Figure 5. In vivo genome editing with CjCas9 in the retina and retinal pigment epithelium.

(a) The CjCas9 target sequences in Vegfa and Hif1a/HIF1A genes. The PAM sequence and the sgRNA target sequence are shown in red and blue, respectively. (b) All-in-one AAV vector encoding CjCas9. (c) Indel frequencies at the Vegfa target site were analysed in RPE cells using deep sequencing at day 14, 28 and 42 post-intravitreal injection of AAV-CjCas9: Vegfa. Error bars indicate s.e.m. (n=4–5). One-way ANOVA and Tukey's post hoc tests, NS, not significant. (d) Representative confocal images of in vivo eGFP expression in RPE cells of AAV-CjCas9-injected mice 6 weeks after injection (n=6). eGFP was stained with anti-GFP antibody (green). Nuclei were counter-stained with DAPI (blue). Scale bar, 20 μm. (e–i) At day 42 post injection of AAV-CjCas9, indel frequencies and Vegfa protein levels were measured in retina and RPE cells using deep sequencing and ELISA, respectively. (e,f) Indel frequencies at the Rosa26, Vegfa and Hif1a target sites in the retina (e) and RPE cells (f). Error bars indicate s.e.m. (n=4 for AAV-uninjected control, n=5 for AAV-CjCas9). Student's t-tests, *P<0.05, ***P<0.001. (g,h) VEGFA levels measured by ELISA in the retina (g) and RPE cells (h), respectively. Error bars indicate s.e.m. (n=6–7). One-way ANOVA and Tukey's post hoc tests, *P<0.05, ***P<0.001. (i) Indel frequencies at in vitro cleavage sites identified by Digenome-seq. Genomic DNA isolated from RPE cells treated with AAV-CjCas9 at 6 weeks post injection was subjected to targeted deep sequencing. Mismatched nucleotides are shown in blue and PAM sequences in red. Red arrows indicate cleavage positions within the 22-bp target sequences.

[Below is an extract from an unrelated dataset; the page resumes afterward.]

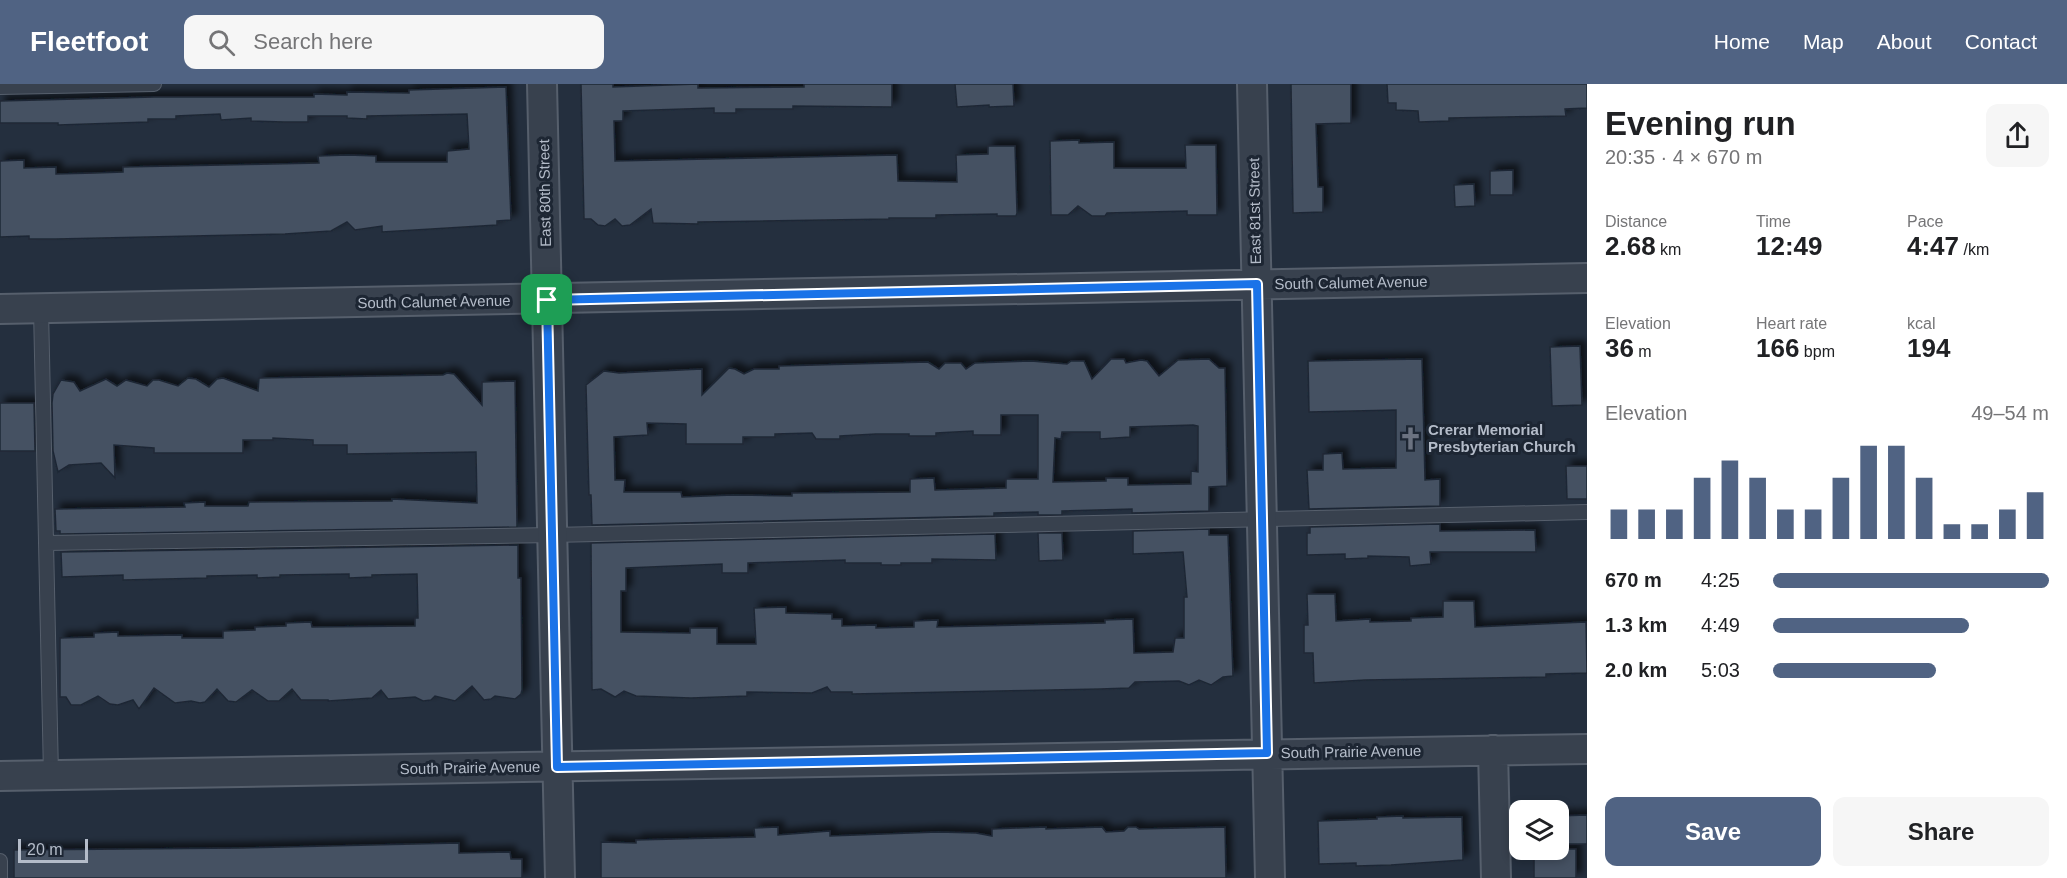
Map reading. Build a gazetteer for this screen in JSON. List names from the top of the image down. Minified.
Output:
{"streets":{"street":["East 80th Street","East 81st Street","South Calumet Avenue","South Prairie Avenue"]},"crossings":[["East 80th Street","South Calumet Avenue"],["East 80th Street","South Prairie Avenue"],["East 81st Street","South Calumet Avenue"],["East 81st Street","South Prairie Avenue"]],"places":{"church":["Crerar Memorial Presbyterian Church"]},"scale_bar":"20 m","page":{"header":"Fleetfoot","search":"Search here","nav":["Home","Map","About","Contact"],"heading":["Evening run","20:35 · 4 × 670 m"],"stats":[["Distance","2.68 km"],["Time","12:49"],["Pace","4:47 /km"],["Elevation","36 m"],["Heart rate","166 bpm"],["kcal","194"]],"chart":["Elevation","49–54 m"],"list":[{"name":"670 m","note":"4:25"},{"name":"1.3 km","note":"4:49"},{"name":"2.0 km","note":"5:03"}],"buttons":["Save","Share"],"scale":"20 m"}}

Figure 6. CjCas9 targeted to Vegfa or Hif1a reduces the area of laser-induced CNV in mice.

(a) At day 42 post injection of AAV-CjCas9, mice was treated with laser to induce choroidal neovascularization (CNV). One week after laser treatment, the CNV area was analysed. (b) In vivo expression of eGFP coexpressed with CjCas9 in laser-induced CNV. Representative confocal images of eGFP expression in the RPE of laser-induced CNV, 6 weeks after injection of AAV-CjCas9: Hif1a. eGFP was stained with anti-GFP antibody (green), CNV was stained with anti-IB4 antibody (red), and nuclei were counter-stained with DAPI (blue). Scale bar, 200 μm. Arrows indicate eGFP-expressing RPE cells. Scale bar, 100 μm (enlarged image). (c) Representative laser-induced CNV stained with isolectin B4 in the mouse eye injected with AAV-CjCas9 targeted to Rosa26, Vegfa or Hif1a. Scale bar, 200 μm. (d) The CNV area. Error bars indicate s.e.m. (n=17–18). One-way ANOVA and Tukey's post hoc tests, *P<0.05; **P<0.01; ***P<0.001; NS, not significant. (e,f) At day 56 post AAV injection, full-field electroretinogram (ERG) was performed to evaluate cone function in mice. There was no significant decrease of b-wave of photopic response (e) and 30 Hz flicker response (f) in both AAV-CjCas9: Vegfa (n=8) or AAV-CjCas9: Hif1a (n=6) treated mice, compared to normal control mice (n=8). Error bars indicate s.e.m. (n=6–8). (g,h) Opsin-positive areas in the retina at day 42 post injection. (g) Representative images of opsin-positive areas in contact with RPE cells expressing HA-tagged CjCas9 in AAV-CjCas9: Rosa26, Vegfa or Hif1a injected mice compared with the AAV-uninjected negative control mice (no AAV). Opsin (red) and DAPI (blue). Scale bar, 20 μm. ONL, outer nuclear layer; IS, inner segment of photoreceptor cells; OS, outer segment of photoreceptor cells. See also Supplementary Fig. 6. (h) Relative opsin areas of the AAV-CjCas9-injected mice were normalized to that of the AAV-uninjected negative control mice. Error bars indicate s.e.m. (n=4). One-way ANOVA and Tukey's post hoc tests, *P<0.05.